The eastern part of the building remained as the guildhall until St John's Hall (200 metres to the west) was built on glebe land in Alverton and opened in 1867. The Penzance Grammar School (1789–1898) took over the council rooms and remained there until 1898 when it closed.

The building's west face was redesigned in 1925 with rounded corners to allow larger vehicles to turn the corner from Market Place and Market Jew Street.

===Current state===
Lloyds Bank took over the western half of the building in 1925 when they shortened it by some 15 feet and modified the entrance. The bank bought the building from the Borough of Penzance in 1965 for £35,000. The western half of the building is still occupied by a Lloyds bank and the shop units in the eastern half are vacant.

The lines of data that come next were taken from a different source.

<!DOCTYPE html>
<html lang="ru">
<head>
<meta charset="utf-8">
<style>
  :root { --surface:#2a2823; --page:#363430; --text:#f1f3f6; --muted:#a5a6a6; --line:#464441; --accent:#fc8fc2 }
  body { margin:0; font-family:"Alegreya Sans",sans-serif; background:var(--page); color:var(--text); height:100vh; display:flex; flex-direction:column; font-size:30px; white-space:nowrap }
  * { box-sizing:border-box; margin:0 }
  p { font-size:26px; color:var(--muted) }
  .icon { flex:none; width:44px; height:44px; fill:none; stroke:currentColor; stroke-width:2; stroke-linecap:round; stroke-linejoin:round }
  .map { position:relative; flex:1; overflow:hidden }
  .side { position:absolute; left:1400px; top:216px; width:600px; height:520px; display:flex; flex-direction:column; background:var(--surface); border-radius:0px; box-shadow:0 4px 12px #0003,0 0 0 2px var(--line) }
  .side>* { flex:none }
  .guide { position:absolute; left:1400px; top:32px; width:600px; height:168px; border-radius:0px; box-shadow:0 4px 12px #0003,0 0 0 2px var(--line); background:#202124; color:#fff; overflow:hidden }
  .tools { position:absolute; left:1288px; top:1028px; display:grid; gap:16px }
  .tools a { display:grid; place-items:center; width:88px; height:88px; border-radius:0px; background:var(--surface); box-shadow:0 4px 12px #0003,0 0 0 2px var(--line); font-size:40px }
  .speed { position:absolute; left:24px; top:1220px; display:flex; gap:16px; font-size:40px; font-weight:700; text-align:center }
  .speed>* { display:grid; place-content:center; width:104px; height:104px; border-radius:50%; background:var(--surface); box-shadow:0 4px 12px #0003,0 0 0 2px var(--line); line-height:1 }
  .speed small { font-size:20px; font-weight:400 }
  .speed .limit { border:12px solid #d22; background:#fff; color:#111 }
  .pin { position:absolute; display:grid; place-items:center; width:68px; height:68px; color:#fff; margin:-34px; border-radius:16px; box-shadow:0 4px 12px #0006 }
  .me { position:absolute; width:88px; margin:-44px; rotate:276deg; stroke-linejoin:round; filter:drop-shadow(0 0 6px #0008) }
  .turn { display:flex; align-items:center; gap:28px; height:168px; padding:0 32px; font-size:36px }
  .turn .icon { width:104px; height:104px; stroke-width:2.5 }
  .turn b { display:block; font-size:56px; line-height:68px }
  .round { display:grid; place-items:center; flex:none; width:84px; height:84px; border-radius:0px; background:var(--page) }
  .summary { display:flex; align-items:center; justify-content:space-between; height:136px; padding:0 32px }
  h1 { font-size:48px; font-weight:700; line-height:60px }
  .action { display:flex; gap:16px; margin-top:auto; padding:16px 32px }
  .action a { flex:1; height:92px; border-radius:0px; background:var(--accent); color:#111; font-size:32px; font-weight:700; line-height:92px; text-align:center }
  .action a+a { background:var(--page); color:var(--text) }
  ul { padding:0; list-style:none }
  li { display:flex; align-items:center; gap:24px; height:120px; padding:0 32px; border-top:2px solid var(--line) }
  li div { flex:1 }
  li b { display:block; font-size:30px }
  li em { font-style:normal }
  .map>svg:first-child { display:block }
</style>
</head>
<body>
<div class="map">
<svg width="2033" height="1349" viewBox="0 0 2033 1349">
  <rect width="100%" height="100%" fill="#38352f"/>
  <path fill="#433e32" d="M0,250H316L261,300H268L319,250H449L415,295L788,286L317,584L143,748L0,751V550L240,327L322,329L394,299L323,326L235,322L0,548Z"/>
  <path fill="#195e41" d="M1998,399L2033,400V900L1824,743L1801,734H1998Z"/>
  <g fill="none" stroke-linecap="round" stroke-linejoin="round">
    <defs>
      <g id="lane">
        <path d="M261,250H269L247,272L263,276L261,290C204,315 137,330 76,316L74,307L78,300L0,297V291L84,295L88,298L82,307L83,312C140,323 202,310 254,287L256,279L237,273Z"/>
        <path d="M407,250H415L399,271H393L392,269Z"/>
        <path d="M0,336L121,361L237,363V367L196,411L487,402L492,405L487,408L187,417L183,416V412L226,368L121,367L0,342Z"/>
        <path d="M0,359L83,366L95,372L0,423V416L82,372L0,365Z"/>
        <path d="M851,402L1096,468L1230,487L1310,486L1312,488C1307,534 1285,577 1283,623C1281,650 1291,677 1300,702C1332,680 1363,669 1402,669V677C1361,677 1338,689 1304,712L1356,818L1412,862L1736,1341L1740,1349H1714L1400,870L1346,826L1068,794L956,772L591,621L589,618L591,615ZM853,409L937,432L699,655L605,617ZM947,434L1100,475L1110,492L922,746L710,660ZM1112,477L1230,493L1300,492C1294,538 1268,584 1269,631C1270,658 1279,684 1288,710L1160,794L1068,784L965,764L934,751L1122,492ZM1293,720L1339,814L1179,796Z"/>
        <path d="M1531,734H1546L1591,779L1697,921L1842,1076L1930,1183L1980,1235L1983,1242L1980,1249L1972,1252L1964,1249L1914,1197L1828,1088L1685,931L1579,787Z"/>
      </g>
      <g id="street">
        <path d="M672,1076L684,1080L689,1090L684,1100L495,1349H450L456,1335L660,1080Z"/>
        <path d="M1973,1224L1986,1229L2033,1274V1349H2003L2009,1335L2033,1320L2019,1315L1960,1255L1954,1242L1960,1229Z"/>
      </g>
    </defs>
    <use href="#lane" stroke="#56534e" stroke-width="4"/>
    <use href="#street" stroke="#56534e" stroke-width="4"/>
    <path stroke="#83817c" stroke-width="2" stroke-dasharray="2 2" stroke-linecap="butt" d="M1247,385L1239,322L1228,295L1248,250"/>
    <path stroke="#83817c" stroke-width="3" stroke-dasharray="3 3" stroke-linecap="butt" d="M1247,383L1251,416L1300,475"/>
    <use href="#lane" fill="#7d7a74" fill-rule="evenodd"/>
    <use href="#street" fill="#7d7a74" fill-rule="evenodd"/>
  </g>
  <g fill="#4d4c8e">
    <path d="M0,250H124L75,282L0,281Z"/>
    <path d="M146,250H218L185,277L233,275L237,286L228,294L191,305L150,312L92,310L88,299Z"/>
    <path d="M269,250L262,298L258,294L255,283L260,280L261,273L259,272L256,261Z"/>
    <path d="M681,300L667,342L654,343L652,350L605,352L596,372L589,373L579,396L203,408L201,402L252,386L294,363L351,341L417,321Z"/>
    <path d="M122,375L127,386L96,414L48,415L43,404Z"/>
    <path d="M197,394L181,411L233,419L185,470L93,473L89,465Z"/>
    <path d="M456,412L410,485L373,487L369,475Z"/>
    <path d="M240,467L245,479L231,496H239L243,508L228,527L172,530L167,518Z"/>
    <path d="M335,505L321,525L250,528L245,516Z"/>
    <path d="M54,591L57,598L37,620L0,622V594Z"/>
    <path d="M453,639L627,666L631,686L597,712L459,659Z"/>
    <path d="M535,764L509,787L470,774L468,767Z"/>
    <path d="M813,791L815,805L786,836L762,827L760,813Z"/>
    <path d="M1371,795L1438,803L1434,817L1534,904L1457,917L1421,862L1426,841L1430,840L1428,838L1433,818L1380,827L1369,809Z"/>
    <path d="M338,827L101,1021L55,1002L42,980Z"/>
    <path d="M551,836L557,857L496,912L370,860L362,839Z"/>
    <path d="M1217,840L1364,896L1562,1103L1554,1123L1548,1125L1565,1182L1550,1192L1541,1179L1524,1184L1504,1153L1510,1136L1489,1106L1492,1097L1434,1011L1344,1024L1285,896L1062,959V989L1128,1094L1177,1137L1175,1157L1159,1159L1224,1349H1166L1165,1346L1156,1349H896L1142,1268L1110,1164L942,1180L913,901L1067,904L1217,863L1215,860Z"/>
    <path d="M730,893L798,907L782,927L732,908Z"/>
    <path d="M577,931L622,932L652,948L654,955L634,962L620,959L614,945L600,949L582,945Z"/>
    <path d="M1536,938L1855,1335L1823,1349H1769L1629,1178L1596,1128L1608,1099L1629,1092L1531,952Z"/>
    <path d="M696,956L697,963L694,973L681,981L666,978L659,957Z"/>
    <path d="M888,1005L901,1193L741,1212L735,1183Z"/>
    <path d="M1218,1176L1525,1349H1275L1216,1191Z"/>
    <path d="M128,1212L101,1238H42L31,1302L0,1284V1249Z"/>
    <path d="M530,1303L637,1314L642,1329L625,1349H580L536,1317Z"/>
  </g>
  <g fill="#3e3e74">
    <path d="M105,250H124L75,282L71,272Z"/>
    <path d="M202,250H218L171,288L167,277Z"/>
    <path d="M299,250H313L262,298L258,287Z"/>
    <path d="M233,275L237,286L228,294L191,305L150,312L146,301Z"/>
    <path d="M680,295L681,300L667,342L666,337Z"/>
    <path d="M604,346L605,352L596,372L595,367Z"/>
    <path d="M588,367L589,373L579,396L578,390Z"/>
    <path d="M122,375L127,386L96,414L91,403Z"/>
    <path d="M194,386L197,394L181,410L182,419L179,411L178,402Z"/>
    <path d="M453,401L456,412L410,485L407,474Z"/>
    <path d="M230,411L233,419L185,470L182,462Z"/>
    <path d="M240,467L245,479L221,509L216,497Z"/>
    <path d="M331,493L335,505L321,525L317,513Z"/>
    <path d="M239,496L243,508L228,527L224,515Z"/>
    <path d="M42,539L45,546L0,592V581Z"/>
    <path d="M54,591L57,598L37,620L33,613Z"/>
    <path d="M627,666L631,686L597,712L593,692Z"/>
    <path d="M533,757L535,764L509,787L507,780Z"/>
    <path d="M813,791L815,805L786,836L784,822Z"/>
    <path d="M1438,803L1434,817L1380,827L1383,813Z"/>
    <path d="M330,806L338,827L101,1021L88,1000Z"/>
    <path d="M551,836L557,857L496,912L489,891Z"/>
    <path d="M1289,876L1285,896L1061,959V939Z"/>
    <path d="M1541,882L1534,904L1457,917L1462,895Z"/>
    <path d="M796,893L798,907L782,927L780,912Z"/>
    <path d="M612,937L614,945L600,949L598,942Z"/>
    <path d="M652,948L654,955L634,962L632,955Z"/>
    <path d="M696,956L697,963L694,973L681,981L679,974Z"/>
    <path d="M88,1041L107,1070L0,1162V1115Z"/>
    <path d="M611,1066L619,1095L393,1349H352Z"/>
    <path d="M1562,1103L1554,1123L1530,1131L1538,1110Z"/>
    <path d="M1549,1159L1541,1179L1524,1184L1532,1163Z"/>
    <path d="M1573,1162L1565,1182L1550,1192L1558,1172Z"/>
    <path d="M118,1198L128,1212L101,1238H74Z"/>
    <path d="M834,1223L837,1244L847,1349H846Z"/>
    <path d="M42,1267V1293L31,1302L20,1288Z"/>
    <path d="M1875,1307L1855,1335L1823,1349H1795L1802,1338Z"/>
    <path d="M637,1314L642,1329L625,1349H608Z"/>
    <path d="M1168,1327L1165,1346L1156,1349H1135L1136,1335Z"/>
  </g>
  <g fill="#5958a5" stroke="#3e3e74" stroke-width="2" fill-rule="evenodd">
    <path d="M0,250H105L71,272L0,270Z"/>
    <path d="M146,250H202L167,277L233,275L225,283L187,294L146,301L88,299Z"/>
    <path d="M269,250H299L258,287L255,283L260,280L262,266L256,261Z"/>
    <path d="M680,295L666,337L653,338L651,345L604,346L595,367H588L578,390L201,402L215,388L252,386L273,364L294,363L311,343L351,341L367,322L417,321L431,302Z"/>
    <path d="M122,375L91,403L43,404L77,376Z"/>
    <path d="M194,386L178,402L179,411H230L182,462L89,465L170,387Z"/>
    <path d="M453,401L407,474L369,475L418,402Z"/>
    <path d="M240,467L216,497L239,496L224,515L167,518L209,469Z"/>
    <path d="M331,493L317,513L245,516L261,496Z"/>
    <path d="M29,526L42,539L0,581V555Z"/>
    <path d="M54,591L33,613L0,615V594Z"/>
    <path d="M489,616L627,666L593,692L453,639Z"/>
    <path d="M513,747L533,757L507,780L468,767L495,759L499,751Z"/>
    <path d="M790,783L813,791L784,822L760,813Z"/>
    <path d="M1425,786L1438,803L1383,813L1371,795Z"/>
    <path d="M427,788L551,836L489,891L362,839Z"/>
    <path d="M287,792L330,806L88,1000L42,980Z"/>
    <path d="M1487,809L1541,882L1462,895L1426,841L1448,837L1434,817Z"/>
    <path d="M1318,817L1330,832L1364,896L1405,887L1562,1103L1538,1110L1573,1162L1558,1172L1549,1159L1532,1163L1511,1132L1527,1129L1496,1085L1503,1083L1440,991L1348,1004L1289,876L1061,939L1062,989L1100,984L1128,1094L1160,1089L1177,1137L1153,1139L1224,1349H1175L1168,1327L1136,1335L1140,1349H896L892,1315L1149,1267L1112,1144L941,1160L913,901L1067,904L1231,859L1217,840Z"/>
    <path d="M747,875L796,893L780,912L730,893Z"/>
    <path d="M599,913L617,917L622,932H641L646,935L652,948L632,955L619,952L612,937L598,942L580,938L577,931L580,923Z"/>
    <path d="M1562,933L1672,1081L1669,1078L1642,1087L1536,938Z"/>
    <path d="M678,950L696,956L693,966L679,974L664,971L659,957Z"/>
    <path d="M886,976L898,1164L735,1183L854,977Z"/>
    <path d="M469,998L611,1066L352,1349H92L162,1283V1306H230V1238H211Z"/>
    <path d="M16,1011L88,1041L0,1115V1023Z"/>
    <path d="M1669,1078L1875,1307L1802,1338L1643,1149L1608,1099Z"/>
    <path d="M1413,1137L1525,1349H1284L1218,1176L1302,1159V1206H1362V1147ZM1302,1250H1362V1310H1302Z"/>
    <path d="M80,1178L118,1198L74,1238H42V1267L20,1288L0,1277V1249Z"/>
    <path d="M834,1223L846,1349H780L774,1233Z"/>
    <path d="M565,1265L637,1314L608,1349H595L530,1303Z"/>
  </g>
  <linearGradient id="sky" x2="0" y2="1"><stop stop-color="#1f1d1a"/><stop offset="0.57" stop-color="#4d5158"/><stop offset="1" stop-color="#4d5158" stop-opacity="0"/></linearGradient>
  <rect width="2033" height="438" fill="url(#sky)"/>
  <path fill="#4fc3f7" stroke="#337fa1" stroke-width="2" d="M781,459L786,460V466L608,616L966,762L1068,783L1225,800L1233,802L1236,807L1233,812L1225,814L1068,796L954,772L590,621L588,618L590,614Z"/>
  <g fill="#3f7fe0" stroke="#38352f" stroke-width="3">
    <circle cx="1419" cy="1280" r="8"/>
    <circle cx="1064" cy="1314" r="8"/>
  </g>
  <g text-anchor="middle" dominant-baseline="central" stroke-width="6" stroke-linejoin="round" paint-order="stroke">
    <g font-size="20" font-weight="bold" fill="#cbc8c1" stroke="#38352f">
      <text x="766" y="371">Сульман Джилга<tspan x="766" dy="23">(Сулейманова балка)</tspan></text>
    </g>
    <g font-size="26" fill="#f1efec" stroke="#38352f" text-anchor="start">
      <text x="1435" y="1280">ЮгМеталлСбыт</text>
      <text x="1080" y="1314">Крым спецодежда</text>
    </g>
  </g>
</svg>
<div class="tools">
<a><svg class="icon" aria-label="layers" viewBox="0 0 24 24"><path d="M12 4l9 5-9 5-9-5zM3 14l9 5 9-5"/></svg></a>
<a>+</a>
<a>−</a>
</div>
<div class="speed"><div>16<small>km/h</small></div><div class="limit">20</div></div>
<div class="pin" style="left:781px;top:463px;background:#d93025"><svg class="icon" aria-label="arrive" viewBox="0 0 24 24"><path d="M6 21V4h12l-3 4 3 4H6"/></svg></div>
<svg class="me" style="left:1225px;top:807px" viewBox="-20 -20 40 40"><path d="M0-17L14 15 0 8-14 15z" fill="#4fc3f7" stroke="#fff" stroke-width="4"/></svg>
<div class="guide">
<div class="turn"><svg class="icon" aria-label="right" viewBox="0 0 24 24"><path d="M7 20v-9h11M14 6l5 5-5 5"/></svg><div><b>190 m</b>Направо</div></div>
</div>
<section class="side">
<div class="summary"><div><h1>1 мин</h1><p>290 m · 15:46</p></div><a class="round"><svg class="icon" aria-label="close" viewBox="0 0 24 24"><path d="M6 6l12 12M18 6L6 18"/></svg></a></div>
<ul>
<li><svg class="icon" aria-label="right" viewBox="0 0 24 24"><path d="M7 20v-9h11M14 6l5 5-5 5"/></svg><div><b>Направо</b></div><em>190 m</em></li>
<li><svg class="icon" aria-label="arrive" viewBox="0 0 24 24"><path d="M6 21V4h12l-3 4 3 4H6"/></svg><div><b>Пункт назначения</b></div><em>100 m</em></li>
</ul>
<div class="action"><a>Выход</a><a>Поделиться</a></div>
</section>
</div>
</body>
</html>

Despite the bank saying it would repair the building in 2014 after the roof began leaking and the interior suffered water damage, leaks have persisted and the condition continued to deteriorate. In 2019 it was placed on Historic England's Heritage at Risk Register due to plaster decay in the historic interior and timber rot due to damp.

====Renovation and repair====
In 2020, the Market Building was included in Penzance's bid for funding from the government's Future High Street Fund, though it was noted that it may have to be removed and included in the Towns Fund bid due to feasibility problems. In June 2021, Penzance was guaranteed £21.5m from the Town Deals Fund and a further £10.4m from the Future High Streets Fund. The next month, a pre-application was made for plans to repair the ground floor of the eastern side of the building.

The Penzance Regeneration Company, backed by Future High Streets funding, acquired the building in 2023. In 2024, Lloyds Bank restored the exterior of the building, and restoration of the interior is due to take place in 2025.